By far the best single way to get unemployment down is to keep up a good run of economic growth at a robust pace. Not only does the unemployment rate go down, but the longer and stronger the expansion, the more it succeeds in bringing more marginalised groups into employment.

I've shown previous versions of the graph below: here's the up to date version, which shows (yet again) that less favoured groups suffer distressingly high rises in unemployment when the business cycle goes pear-shaped, but conversely a long expansion works its magic on everyone, even on those who tend to be on the outer. It's not perfect - rates of unemployment for some groups, notably Maori and Pasifika, are still too high - but the long post-GFC expansion has seen big falls in the unemployment rate across all groups..


Because growth alone will not deal to everything there's always a role for 'active' labour market policies that try to make the labour market work better. Residual unemployment for example could be down to things like skills mismatches: employers are looking for people with skills they don't have. Or it could be down to regional immobility: who's going to move from Northland to a job vacancy in Auckland given the cost of putting a roof over your head in Auckland?
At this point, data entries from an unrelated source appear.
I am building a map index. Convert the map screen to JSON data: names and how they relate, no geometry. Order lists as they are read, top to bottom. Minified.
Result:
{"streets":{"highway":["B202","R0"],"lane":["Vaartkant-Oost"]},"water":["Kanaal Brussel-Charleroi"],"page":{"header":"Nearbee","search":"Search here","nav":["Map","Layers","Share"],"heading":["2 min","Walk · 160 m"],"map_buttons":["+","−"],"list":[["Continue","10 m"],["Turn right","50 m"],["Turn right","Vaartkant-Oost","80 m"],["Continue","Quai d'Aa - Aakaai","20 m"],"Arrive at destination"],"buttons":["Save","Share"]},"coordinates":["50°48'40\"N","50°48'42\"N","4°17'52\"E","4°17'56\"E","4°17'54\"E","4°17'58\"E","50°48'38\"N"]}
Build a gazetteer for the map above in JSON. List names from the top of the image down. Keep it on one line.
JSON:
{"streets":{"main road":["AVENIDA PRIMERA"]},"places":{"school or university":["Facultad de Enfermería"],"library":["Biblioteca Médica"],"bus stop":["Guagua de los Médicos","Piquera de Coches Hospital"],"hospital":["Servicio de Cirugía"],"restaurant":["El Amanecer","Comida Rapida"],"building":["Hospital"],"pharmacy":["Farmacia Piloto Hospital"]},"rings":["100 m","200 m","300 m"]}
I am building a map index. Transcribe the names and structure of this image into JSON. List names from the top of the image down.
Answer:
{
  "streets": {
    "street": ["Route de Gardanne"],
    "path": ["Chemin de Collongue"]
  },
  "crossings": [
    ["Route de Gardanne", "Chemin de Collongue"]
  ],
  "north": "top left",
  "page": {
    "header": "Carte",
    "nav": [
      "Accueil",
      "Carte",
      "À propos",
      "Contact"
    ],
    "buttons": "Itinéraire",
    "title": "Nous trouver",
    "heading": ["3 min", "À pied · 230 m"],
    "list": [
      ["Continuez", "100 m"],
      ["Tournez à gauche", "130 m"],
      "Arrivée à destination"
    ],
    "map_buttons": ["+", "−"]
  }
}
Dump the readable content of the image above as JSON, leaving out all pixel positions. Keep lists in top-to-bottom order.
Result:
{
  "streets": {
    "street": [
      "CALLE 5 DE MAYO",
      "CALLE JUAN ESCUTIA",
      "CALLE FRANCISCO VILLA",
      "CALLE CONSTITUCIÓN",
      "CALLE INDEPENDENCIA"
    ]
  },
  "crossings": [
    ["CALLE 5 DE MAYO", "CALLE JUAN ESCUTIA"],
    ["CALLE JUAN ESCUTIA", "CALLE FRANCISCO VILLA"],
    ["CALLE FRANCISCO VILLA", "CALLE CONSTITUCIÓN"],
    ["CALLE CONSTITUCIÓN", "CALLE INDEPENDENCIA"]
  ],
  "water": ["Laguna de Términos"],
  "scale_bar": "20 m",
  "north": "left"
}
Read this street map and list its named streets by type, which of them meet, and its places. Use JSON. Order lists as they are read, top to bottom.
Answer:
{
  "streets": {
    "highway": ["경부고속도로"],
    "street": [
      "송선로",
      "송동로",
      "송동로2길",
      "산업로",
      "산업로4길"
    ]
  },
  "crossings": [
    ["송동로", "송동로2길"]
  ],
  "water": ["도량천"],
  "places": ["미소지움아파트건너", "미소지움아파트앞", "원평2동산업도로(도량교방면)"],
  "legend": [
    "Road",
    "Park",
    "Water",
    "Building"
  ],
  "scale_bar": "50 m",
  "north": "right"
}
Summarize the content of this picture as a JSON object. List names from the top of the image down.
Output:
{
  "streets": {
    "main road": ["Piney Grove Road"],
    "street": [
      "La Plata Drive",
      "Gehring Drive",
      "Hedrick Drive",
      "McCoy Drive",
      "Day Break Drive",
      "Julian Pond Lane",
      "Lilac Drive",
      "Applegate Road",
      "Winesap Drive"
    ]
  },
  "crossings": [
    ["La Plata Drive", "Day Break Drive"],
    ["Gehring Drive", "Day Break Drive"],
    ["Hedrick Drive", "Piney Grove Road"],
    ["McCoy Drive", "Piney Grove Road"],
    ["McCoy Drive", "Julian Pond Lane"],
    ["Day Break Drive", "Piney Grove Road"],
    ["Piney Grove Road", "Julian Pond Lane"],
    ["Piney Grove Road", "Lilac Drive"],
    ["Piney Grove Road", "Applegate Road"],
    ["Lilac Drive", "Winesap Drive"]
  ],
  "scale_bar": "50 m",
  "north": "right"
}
And there can be other mismatches preventing people willing to hire from signing the deal with people wanting to work.

There's a brilliant new bit of research out looking at active labour market policies, and which ones work. They're not just any old active policies: they're ones where there was a control group experiment, where you can see how those who went through the programme fared compared to those who didn't, which is how the researchers can tell if it made any difference. Here's the more readable version for the intelligent public - 'Understanding what works for active labour market policies', on the excellent Vox site - and full-blown policy tragics can get the more academic version here.

Here's the key result in terms of the impacts on earnings and employment:
If we focus on the median impact on earnings, wage subsidies and independent worker assistance ['Support to micro-entrepreneurs and independent workers'] show the greatest impact relative to the control group, with improvements of 16.7% and 16.5%, respectively. Vocational training programs have a median impact of 7.7%, while employment services show an almost negligible impact. The median impact on employment outcomes exhibits a similar pattern
Here's the graph they drew to show the results, though to be honest it's hard to see the scale of the impact with the vertical scale they've chosen to use.


They also discovered a variety of other things that make complete sense: "Individualised coaching or follow-up of the participants, training exclusively focused on a specific industry, and the provision of monetary incentives to trainees all correlate with better outcomes in vocational training programmes (the most frequent ALMPs in our dataset)", and, unsurprisingly, they also found that you get better outcomes when you run these programmes in good times rather than in the pits of a recession.

They also found (noting that cost data isn't uniformly available) that you get what you pay for. As the graph below shows, employment services programmes are cheap, but useless, while the most effective option, helping people to do their own thing, costs the most.


There's a lot we could learn from this. Currently we're down the wrong end of the OECD league ladder when it comes to what we spend on active labour market policies (as I discussed here). This research gives us a pretty clear steer on what we should do to up our game.

It's also left me wondering about our policy institutions. This research works because all over the world people have invested in randomised control trials - experiments where you try something out and compare it with what happens where it wasn't rolled out. But I can't think of many home-grown examples where we've had a go at economic policy field experiments: charter schools, maybe, but they got sat on.

My feeling is that we're too fond of the over-dirigiste 'one size fits all' approach. And our chronic political oppositionism makes both the public service and the decision-making politicians far too wary of experiments that might go wrong - even when they might hold valuable information about what works and what doesn't. There's too high a political price to pay for what will be pilloried as 'failure', and it's hindering finding out what might or might not make a real difference to those hardest to get into work. We should move on: it's time to join the adult policy world.